アメリカの大統領であったケネディは、核のボタンを押す寸前まで行ったと言われている。ところが、このキューバ危機の真最中に、アメリカは高高度核爆発の実験を2度も行なったのだ。同じく、ソ連もアメリカに負けじと、同じ期間に高高度核爆発を、アメリカと同じく2度も行なった。両首脳とも、核攻撃のボタンは遂に押すことはなかったが、高高度核爆発の実験ボタンは2度も押して居た。しかし、アメリカもソ連も、このやり方は、防御としてはあまりに危険で、しかも、本当に敵の攻撃を防ぐには、何百発もの核爆発を自国の上空で炸裂させなければならないので、非現実的だとして遂に断念した。実に賢明な考えである。
さらにアメリカの軍事研究組織であるARPAは、敵が高高度核爆発を行い、一酸化窒素(NO2)の巨大な雲を作り、その雲が長期間消えずに残った時に、敵のミサイルが感知できないのではないかと恐れた。しかし、それはシミュレーションの結果、その為には膨大な数のメガトン級の核爆発が必要であり、現実味がないとの結論が出てARPAは特に心配する必要はないとした。ソ連も、全く同じ結論を出したものと思われる。ただ、超微細加工の半導体をふんだんに使っている現代は、電磁波パルスには極めて脆弱である。敵の攻撃に対する防御網を撹乱させられるというより社会インフラが徹底的に破壊される恐れがある。やはり雷サージと同じようなシールド対策が必要である。
次にアメリカとソ連が考えたのは迎撃ミサイルを撹乱する5個から6個のデコイを搭載した多核弾頭ミサイルである。
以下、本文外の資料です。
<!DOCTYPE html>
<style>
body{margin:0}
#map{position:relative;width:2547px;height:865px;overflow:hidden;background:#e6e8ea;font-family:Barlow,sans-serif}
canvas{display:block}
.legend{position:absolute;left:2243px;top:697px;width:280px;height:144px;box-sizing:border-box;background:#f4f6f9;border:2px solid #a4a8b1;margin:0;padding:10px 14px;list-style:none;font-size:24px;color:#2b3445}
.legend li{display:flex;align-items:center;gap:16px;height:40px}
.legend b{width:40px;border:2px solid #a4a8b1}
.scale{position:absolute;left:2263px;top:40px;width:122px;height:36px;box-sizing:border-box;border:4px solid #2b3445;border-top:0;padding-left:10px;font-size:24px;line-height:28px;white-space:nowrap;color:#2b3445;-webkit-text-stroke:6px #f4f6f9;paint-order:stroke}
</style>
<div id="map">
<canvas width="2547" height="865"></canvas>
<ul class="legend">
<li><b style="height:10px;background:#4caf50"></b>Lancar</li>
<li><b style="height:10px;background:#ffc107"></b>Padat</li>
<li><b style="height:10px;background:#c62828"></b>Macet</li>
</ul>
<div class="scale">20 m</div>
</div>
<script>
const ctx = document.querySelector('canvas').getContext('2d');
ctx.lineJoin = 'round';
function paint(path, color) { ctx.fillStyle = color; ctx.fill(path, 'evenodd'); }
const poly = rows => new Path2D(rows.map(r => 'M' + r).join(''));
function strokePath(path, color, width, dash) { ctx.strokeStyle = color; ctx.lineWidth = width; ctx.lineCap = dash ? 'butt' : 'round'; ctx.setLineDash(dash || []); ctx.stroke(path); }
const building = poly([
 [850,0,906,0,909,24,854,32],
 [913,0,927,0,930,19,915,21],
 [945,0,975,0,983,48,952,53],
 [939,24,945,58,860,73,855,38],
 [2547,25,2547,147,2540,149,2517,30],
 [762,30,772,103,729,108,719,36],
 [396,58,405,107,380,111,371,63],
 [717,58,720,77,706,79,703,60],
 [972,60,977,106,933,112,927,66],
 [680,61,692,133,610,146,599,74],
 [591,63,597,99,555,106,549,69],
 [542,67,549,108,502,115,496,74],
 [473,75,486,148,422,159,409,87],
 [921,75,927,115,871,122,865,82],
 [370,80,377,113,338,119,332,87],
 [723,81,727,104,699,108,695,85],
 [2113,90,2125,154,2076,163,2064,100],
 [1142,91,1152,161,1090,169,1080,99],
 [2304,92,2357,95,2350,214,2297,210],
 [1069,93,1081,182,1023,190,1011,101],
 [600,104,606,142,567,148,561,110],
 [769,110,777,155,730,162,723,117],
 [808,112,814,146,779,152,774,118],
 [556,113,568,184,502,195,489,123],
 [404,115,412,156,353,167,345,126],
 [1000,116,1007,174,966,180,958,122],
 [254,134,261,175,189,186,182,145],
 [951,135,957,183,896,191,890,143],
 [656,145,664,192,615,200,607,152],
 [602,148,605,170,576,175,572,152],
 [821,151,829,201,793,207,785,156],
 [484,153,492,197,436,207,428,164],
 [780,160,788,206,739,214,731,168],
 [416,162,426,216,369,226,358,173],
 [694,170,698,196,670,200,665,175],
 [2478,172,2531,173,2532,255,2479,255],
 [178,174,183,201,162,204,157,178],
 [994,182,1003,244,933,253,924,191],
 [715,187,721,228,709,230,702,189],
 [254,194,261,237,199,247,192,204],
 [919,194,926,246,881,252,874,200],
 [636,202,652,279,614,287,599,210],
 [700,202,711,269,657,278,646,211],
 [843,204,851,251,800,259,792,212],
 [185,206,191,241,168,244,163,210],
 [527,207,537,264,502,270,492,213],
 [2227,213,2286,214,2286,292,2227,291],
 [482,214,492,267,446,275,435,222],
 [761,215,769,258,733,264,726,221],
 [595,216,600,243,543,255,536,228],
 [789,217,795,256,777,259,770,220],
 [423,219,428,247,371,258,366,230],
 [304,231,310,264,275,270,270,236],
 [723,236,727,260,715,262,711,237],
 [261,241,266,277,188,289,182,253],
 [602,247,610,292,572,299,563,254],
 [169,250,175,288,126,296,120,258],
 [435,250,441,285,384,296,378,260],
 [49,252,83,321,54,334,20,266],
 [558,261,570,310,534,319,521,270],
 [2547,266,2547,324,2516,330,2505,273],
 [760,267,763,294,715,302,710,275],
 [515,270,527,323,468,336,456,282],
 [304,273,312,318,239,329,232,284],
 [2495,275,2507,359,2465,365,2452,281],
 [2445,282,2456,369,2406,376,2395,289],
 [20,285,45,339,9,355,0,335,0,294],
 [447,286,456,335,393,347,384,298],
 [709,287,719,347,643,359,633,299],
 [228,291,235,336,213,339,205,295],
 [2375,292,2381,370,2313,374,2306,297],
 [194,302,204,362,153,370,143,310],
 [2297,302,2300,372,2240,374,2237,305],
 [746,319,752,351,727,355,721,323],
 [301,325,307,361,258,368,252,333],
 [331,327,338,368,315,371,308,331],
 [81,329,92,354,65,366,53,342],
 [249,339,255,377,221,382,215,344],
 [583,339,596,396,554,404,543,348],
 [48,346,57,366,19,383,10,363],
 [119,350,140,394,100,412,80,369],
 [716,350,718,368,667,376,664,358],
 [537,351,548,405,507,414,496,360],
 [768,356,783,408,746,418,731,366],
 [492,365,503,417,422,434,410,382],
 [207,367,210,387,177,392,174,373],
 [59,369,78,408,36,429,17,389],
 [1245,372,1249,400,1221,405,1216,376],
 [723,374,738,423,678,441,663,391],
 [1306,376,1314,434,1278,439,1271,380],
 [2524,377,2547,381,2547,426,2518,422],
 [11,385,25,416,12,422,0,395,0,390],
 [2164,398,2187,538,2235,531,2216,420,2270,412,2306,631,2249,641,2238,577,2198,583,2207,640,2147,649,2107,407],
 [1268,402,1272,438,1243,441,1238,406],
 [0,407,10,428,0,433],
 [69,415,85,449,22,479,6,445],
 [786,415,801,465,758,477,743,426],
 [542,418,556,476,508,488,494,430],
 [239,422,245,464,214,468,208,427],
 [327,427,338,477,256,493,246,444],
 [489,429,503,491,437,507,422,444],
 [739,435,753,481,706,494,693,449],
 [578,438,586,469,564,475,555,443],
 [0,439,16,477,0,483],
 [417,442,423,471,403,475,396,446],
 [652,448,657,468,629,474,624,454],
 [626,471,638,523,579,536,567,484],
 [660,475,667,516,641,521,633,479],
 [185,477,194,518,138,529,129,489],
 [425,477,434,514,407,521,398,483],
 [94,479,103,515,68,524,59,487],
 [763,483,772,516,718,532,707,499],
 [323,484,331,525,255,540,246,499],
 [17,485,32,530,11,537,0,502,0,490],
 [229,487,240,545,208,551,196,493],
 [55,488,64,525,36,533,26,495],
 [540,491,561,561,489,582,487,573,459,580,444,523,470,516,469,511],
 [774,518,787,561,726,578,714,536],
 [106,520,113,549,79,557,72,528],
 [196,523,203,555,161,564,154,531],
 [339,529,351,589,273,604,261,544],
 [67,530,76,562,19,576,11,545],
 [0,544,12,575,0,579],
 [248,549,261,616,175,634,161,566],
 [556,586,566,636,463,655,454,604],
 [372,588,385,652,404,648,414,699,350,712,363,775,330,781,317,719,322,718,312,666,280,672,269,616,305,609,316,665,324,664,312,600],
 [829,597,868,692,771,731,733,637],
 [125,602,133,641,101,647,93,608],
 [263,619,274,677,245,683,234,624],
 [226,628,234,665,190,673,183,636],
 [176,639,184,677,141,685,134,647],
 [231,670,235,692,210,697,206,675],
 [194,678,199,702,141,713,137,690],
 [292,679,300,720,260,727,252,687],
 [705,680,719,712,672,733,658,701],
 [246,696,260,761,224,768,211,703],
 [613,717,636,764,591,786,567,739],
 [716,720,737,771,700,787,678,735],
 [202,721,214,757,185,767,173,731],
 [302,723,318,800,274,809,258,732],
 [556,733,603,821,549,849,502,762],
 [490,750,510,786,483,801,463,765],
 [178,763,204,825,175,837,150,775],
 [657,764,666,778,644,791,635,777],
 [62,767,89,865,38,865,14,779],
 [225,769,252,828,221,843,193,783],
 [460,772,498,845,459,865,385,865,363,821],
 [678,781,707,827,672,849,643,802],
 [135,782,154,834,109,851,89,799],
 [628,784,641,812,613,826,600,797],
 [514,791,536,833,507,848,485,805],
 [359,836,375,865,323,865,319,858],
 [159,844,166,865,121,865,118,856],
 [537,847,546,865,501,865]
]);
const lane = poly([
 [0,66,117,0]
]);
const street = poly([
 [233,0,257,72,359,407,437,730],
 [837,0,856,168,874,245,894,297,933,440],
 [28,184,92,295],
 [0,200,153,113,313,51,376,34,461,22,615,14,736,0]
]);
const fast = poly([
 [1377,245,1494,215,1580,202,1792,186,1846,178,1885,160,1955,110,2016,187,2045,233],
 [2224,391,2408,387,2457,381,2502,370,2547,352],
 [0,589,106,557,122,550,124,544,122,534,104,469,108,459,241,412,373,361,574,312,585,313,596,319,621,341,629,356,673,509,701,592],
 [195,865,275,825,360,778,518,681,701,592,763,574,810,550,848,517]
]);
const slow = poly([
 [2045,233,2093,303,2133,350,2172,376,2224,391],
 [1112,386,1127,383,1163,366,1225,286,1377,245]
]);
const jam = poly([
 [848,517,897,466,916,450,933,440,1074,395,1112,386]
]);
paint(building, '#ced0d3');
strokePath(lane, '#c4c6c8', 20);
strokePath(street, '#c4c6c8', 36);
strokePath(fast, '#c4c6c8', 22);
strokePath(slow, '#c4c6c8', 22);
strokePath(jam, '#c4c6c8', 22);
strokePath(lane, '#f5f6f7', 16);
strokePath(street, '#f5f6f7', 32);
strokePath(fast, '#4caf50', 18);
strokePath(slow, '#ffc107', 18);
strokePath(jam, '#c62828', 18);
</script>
このプログラムは「ペネトレーション・エイド(防衛網突破装置)」と名付けられた。早速、アメリカは、今から50年以上も前の1962年に、ニューメキシコ州とマーシャル群島で実証実験を行い、期待以上の効果が発揮された。これで、個別誘導複数目標核弾頭(MIRV)という新種の水素爆弾が誕生した。もちろん、ソ連も、これにすぐに追随し、熾烈な核開発競争は、ますます勝者なき戦いとなった。
次に、開発されるのが指向性エネルギー・ビームによってICBMを撃ち落とす計画だ。ビームの正体は、レーザーを伴う電磁波か、電子か陽子を伴う、荷電粒子のどちらかである。この開発計画は「プロジェクト・シーソー」と呼ばれ、1960年から15年間ARPAによって続けられ、1974年にアメリカ原子力委員会に引き継がれて、今も、全く公開されていない最高の機密情報である。こうして見ると、今、メディアで騒がれている北朝鮮の核ミサイル開発は、アメリカとソ連では、半世紀以上も前から開発が進められているものばかりである。我々は、どれほど高度な軍事技術も50年も経てば世界一の最貧国すら実現できるようになってしまうという現実認識を新たに確認しなければならない。
結局、アメリカとソ連の熾烈な核開発競争は、どちらにも勝算を見いだせることにはならなかった。そして、ソ連を崩壊させたのは、アメリカの核攻撃ではなくて、破綻した経済状況に辛酸を舐めた国民の怒りだった。それでも、私たちは、アメリカとソ連の首脳たちの賢明な判断にどれだけ救われたかわからない。金正恩も、自身の体制維持を望むならば、自制こそが救われる唯一の道である。しかし、その核のボタンを押す権利を持った金正恩が、万が一、狂気の沙汰に及んだ時、犠牲になるのは彼だけに止まらない。世界は阿鼻叫喚を極めることになる。何とか思い止まって欲しいと心から願っている。